What’s The Structural Problem? You Want The Final Word.
And guess what? Often, you can’t have it.
Why? Because you can’t control your child’s or teen’s speech? You can’t (without duct tape applied) end up controlling speech. And I understand, of course, that you simply want your child to accept an answer and move on with responsible action. That is the ultimate goal.
But first, we must understand how we have influence, and how we teach. The goal is not to control. The goal is learning to be a responsible, happy and productive citizen of society. In becoming that citizen, hopefully, we will promote free speech and free-thinking, with the essential understanding that choice comes with a consequence.
In last week’s article, we reviewed the foundation for eliminating the battle over the final word. The main points covered were:
- Let them have “the last word.”
- Give no attention or commentary to “the last word!”
- Your Child Only Seeks the Last Word When You Seek the Last Word
It may be useful to review that article, to understand how important each of these three points become in order to have a home with fewer arguments and none of the futile, frustrating negotiations. For today, we move on to discuss the critical second part of this lesson: How to connect choice with consequence.
Final Lesson: Teaching With Powerful Actions…Not Repeated Words!
Many times, when your children are seeking the last word, it simply doesn’t matter. How so, you might ask?
Well, first, there is the well-proven fact that repeating yourself, again and again, is only an act of utter frustration if your child keeps arguing with you.

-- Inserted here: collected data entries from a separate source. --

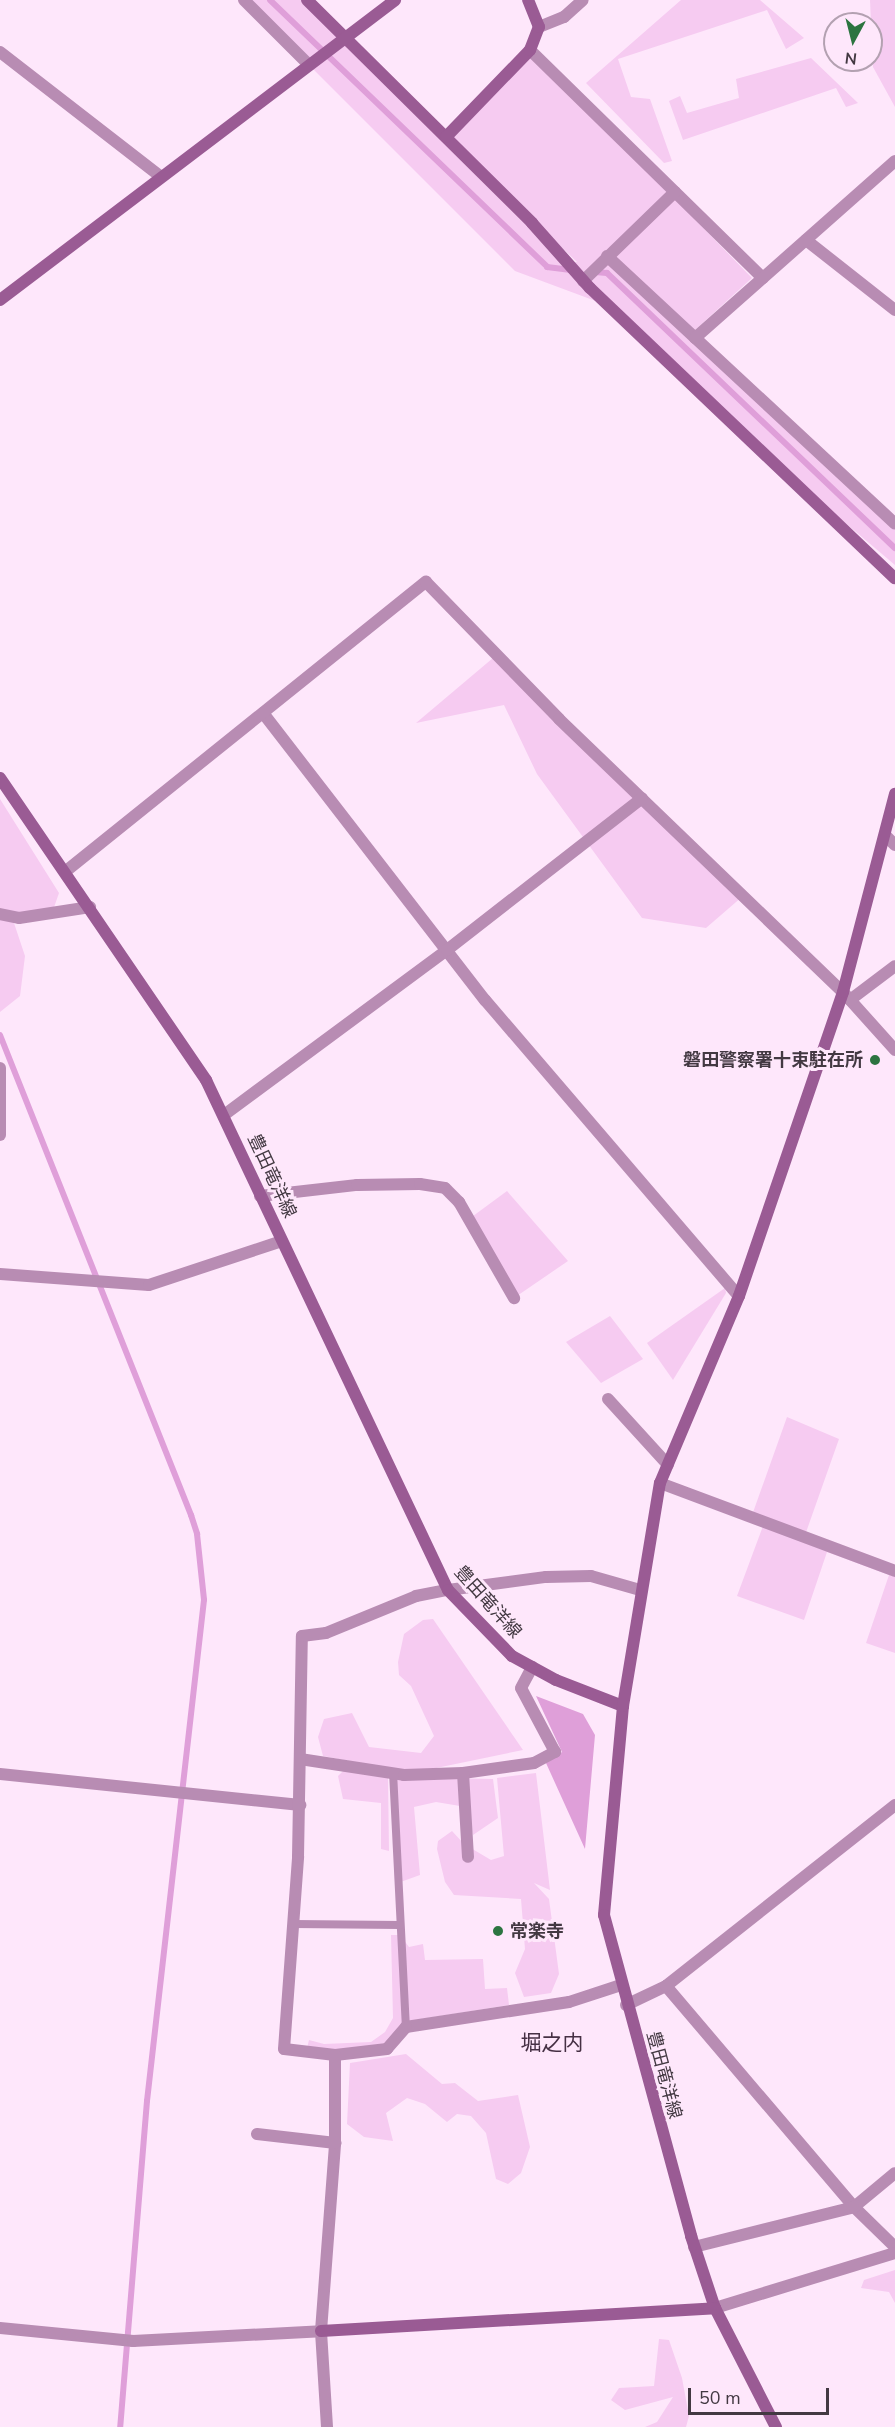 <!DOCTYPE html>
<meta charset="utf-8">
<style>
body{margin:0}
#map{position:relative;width:895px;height:2427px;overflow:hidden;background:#fee7fb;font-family:"Nunito Sans","Noto Sans JP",sans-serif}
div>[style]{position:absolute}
.green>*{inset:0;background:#f6cbf1}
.water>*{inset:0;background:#df9fd9}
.stream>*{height:6px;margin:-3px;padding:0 3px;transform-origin:3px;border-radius:3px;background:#df9fd9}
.lane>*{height:8px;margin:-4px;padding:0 4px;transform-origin:4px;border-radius:4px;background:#b88cb3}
.street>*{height:12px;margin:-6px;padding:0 6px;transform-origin:6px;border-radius:6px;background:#b88cb3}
.secondary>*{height:12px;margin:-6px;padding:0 6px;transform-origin:6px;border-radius:6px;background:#9a5b94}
.dots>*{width:16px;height:16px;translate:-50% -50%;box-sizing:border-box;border:3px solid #fee7fb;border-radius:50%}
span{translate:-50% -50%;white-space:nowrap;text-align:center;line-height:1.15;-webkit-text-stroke:6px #fee7fb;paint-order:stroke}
.poi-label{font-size:18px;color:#433942;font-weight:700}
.right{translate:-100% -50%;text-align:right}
.left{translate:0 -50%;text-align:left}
.street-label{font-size:18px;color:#433942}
.quarter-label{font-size:21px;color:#463044}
.north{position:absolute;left:823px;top:12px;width:60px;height:60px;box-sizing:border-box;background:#fee7fb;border:2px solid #b3a1b1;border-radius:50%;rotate:187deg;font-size:16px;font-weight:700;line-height:24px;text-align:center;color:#433942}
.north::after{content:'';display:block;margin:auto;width:21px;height:27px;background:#2c7440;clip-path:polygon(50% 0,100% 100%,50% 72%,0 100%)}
.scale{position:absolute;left:688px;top:2388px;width:141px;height:27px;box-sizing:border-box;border:3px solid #433942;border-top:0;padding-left:8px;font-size:18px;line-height:21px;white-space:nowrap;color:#433942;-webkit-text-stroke:4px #fee7fb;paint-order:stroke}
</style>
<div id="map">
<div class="green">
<i style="clip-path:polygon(244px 0,302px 0,567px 263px,577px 262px,446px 137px,530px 50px,752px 278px,695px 330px,895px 524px,895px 565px,771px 460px,609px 306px,515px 271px)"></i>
<i style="clip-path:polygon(681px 0,760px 0,804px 38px,786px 49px,767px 10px,618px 59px,631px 97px,650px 99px,672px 161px,664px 163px,586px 83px)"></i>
<i style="clip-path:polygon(870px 0,895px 0,895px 107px,873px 67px)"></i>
<i style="clip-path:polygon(811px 58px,858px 103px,846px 107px,836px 88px,683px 140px,669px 101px,680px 96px,687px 113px,739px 98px,736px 79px)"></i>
<i style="clip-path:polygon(493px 658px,743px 896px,706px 928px,642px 918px,537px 774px,504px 705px,416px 723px)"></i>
<i style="clip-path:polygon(0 799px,59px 893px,52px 913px,12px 917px,25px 956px,20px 996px,0 1012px)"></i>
<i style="clip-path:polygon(507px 1191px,568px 1261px,514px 1298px,469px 1219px)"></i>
<i style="clip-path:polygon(725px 1288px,726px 1293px,673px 1380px,647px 1343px)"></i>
<i style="clip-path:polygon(610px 1316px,643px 1359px,601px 1383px,566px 1342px)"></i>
<i style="clip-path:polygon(787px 1417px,839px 1439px,804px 1538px,895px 1576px,895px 1653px,866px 1643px,889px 1575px,827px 1552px,804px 1620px,737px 1596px,763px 1526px,751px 1518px)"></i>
<i style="clip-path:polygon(433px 1619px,523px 1750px,412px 1773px,323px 1756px,318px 1737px,324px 1719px,352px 1713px,369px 1747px,421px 1753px,434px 1736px,411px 1686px,399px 1675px,398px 1662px,404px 1634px,423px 1620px)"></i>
<i style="clip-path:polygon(344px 1770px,388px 1776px,389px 1851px,381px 1849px,381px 1803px,343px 1799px,338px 1776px)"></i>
<i style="clip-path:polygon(536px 1773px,550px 1890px,534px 1883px,549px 1899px,559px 1974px,551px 1993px,524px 1997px,515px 1973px,525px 1949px,521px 1899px,454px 1895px,445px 1882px,437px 1849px,438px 1841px,452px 1831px,464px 1844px,491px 1860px,504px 1856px,497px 1778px)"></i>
<i style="clip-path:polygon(393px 1777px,493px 1779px,498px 1818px,473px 1835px,466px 1807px,436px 1802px,414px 1807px,420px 1875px,395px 1884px)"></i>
<i style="clip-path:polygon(391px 1935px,400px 1935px,409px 1947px,423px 1944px,425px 1960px,483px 1959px,485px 1989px,507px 1988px,509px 2005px,415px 2020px,387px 2049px,335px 2055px,307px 2048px,309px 2040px,324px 2044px,371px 2042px,385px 2032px,393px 2018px)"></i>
<i style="clip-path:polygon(406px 2054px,442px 2084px,455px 2083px,478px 2101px,518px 2095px,530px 2147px,521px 2173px,508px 2184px,496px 2179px,486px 2133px,471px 2116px,457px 2114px,447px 2122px,425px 2104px,407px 2098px,386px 2113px,393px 2141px,364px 2137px,347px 2124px,350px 2063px)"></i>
<i style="clip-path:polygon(895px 2270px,895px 2303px,889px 2292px,861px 2288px,864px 2280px)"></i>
<i style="clip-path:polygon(659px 2339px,669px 2340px,682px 2378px,689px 2416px,686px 2427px,645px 2427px,657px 2422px,673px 2397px,625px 2410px,611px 2400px,619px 2388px,654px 2386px)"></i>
</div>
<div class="water">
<i style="clip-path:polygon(536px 1696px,583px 1714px,595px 1735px,585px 1849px,546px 1763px,562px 1752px)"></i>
</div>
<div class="stream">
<i style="left:270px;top:0;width:385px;rotate:43.9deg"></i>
<i style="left:547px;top:267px;width:26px;rotate:7deg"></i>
<i style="left:595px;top:272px;width:12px;rotate:5deg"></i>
<i style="left:607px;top:273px;width:398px;rotate:43.7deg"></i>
<i style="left:0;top:1035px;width:517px;rotate:68.3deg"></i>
<i style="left:191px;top:1515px;width:20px;rotate:72deg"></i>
<i style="left:197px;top:1534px;width:66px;rotate:83.9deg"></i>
<i style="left:204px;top:1600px;width:504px;rotate:96.49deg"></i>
<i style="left:147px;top:2101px;width:327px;rotate:94.7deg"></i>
</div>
<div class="lane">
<i style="left:393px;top:1772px;width:255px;rotate:87.1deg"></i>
<i style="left:293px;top:1924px;width:107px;rotate:0.5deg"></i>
</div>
<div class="street">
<i style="left:244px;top:0;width:92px;rotate:45deg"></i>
<i style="left:539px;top:27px;width:27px;rotate:-22deg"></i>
<i style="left:564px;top:17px;width:25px;rotate:-42deg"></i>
<i style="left:530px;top:50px;width:326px;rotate:44.4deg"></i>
<i style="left:0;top:52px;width:202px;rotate:37.8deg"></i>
<i style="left:806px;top:240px;width:113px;rotate:38.2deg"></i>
<i style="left:607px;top:256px;width:393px;rotate:42.9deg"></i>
<i style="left:583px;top:281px;width:128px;rotate:-44.1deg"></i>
<i style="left:695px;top:338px;width:267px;rotate:-41.5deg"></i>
<i style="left:263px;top:713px;width:363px;rotate:52.3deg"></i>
<i style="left:485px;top:1000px;width:390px;rotate:49.4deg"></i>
<i style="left:885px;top:835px;width:14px;rotate:45deg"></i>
<i style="left:66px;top:871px;width:462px;rotate:-38.8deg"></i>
<i style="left:426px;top:582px;width:191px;rotate:45.8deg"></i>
<i style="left:559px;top:719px;width:394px;rotate:43.9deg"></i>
<i style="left:843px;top:992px;width:78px;rotate:48.1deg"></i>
<i style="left:0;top:914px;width:19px;rotate:12deg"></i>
<i style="left:19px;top:918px;width:72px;rotate:-8.8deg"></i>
<i style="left:850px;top:1000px;width:56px;rotate:-37.1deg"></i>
<i style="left:0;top:1068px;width:67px;rotate:90deg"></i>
<i style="left:224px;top:1115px;width:277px;rotate:-36.5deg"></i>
<i style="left:447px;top:950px;width:247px;rotate:-37.9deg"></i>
<i style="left:260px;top:1196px;width:98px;rotate:-6.5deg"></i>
<i style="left:357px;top:1185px;width:63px;rotate:-0.9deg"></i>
<i style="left:420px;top:1184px;width:25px;rotate:9deg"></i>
<i style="left:445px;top:1188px;width:20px;rotate:45deg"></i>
<i style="left:459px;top:1202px;width:111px;rotate:60.2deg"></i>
<i style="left:0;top:1274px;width:149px;rotate:4.2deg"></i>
<i style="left:149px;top:1285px;width:140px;rotate:-18.3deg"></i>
<i style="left:608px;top:1399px;width:89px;rotate:47.7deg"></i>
<i style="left:660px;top:1483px;width:251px;rotate:20.5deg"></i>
<i style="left:300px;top:1759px;width:105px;rotate:8.7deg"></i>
<i style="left:404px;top:1775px;width:59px;rotate:-1.9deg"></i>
<i style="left:463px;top:1773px;width:72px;rotate:-8deg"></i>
<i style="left:534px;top:1763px;width:24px;rotate:-28deg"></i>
<i style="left:555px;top:1752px;width:72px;rotate:-118deg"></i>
<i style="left:521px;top:1688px;width:24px;rotate:-62deg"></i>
<i style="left:463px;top:1773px;width:84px;rotate:86.6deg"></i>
<i style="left:0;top:1774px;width:302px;rotate:5.9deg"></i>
<i style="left:621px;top:1985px;width:55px;rotate:161.9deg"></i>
<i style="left:569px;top:2002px;width:165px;rotate:171.3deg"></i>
<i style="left:406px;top:2027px;width:29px;rotate:131deg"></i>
<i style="left:387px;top:2049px;width:52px;rotate:173.4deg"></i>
<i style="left:335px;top:2055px;width:51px;rotate:-173.3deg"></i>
<i style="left:284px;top:2049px;width:193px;rotate:-85.8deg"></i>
<i style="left:298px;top:1857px;width:221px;rotate:-89deg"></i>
<i style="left:302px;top:1636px;width:24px;rotate:-7deg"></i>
<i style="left:326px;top:1633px;width:97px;rotate:-22.3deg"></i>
<i style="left:416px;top:1596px;width:33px;rotate:-11deg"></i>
<i style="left:448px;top:1590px;width:99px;rotate:-7.6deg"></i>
<i style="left:546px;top:1577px;width:45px;rotate:-1.3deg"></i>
<i style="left:591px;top:1576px;width:51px;rotate:15.9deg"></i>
<i style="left:666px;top:1986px;width:290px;rotate:49.6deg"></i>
<i style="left:854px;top:2207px;width:57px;rotate:44.3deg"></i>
<i style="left:626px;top:2005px;width:44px;rotate:-25.4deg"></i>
<i style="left:666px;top:1986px;width:292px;rotate:-38.3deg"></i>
<i style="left:257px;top:2134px;width:79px;rotate:6.6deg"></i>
<i style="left:694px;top:2247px;width:165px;rotate:-14deg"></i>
<i style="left:854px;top:2207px;width:53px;rotate:-39.7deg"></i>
<i style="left:715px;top:2308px;width:188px;rotate:-17deg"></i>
<i style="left:0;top:2328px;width:134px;rotate:5.6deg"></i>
<i style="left:133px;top:2341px;width:188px;rotate:-3deg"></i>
<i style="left:327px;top:2427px;width:96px;rotate:-93.6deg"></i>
<i style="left:321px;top:2331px;width:189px;rotate:-85.7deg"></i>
<i style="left:335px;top:2143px;width:88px;rotate:-90deg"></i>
</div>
<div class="secondary">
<i style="left:307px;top:0;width:317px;rotate:44.7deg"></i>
<i style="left:532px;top:223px;width:87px;rotate:48.3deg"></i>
<i style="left:590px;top:288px;width:421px;rotate:43.6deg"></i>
<i style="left:446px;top:137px;width:121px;rotate:-46deg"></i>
<i style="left:530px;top:50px;width:25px;rotate:-69deg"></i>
<i style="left:539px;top:27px;width:29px;rotate:-112deg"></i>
<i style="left:0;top:300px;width:496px;rotate:-37.2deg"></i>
<i style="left:0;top:778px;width:366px;rotate:55.7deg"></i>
<i style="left:206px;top:1080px;width:565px;rotate:64.62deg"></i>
<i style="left:448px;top:1590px;width:92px;rotate:45.9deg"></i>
<i style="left:512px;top:1656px;width:50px;rotate:28.6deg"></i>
<i style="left:556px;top:1680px;width:72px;rotate:21.2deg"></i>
<i style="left:623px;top:1706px;width:210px;rotate:95.2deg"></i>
<i style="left:604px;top:1915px;width:333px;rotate:74.8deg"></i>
<i style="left:691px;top:2236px;width:76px;rotate:71.6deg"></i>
<i style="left:715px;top:2308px;width:134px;rotate:62.9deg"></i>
<i style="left:623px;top:1706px;width:226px;rotate:-80.6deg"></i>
<i style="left:660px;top:1483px;width:203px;rotate:-67.1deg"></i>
<i style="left:739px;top:1296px;width:321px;rotate:-71.1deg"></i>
<i style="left:843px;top:992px;width:205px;rotate:-75.3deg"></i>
<i style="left:321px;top:2331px;width:395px;rotate:-3.3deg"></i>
</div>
<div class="dots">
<i style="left:875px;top:1060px;background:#2c7440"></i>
<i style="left:498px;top:1931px;background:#2c7440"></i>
</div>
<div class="poi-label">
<span class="right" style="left:863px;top:1060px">磐田警察署十束駐在所</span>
<span class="left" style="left:510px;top:1931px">常楽寺</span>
</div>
<div class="street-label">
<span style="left:272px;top:1176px;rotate:65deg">豊田竜洋線</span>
<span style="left:488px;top:1602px;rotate:48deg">豊田竜洋線</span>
<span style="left:664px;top:2075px;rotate:75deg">豊田竜洋線</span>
</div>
<div class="quarter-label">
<span style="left:552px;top:2043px">堀之内</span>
</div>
<div class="north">N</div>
<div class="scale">50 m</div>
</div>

Secondly, most of the time what they say doesn’t matter IF you have controlled what they care about adequately. In these circumstances, it will be action on your part that will teach, where your words will not. Thus, with most of the last word moments, you can comfortably walk away knowing that you are not a) feeding your child’s resistance with your attention and b) controlling what matters (i.e., their goodies).
If you have done this, then all their words matter not. Your actions and the consequences that occur based upon their choices will be what ultimately matters.
If you have said, “No, you can’t go to Jack’s house” and your son just keeps asking “Why?’…you then just walk away. That’s the only action you really need. It doesn’t mean your son will stop right away. It just means that you have now set the conditions where there is no “return” for the argument.
Or perhaps your 12-year-old is starting to talk back when you ask her to pick up her room. She says, “I will do it later.” You say, “Please take care of it now.” She says, “I don’t want to. Nobody else has to clean up on Saturday morning.” Rather than getting into a useless verbal struggle, just keep this in mind:
Dr. Cale’s Rule Of Responsibility: No Fun Until Your Work Is Done.
Once the “Rule of Responsibility” is in place, you know exactly what action you need to take. You just wait her out. No computer. No phone. No TV. No friends…until her work (i.e., cleaning her room) is done! If you pause for a moment, you may begin to realize how often you can use this simple principle to teach the critical lessons you want to teach. It is particularly useful when you need to wait out the final word from your teen. Just ignore, don’t repeat yourself, and keep your action focused on no goodies till the request is done.
When we throw our energy into what we don’t want, things only get worse. The more you try to “force” your son or daughter to accept your input, by demanding the last word, the more you can just watch the frustration rise. Even worse…your words FEED their behavior…and make it worse!
Instead, be more action-oriented. Either walk away (which is what works for most of the insignificant stuff) or bring a powerful teacher when needed, by honoring the Responsibility Rule. Magical things start to happen when you apply these simple ideas. It forces you out of the habit of feeding “the last word” with your energy and attention. Once you become more action-oriented, your children will get it.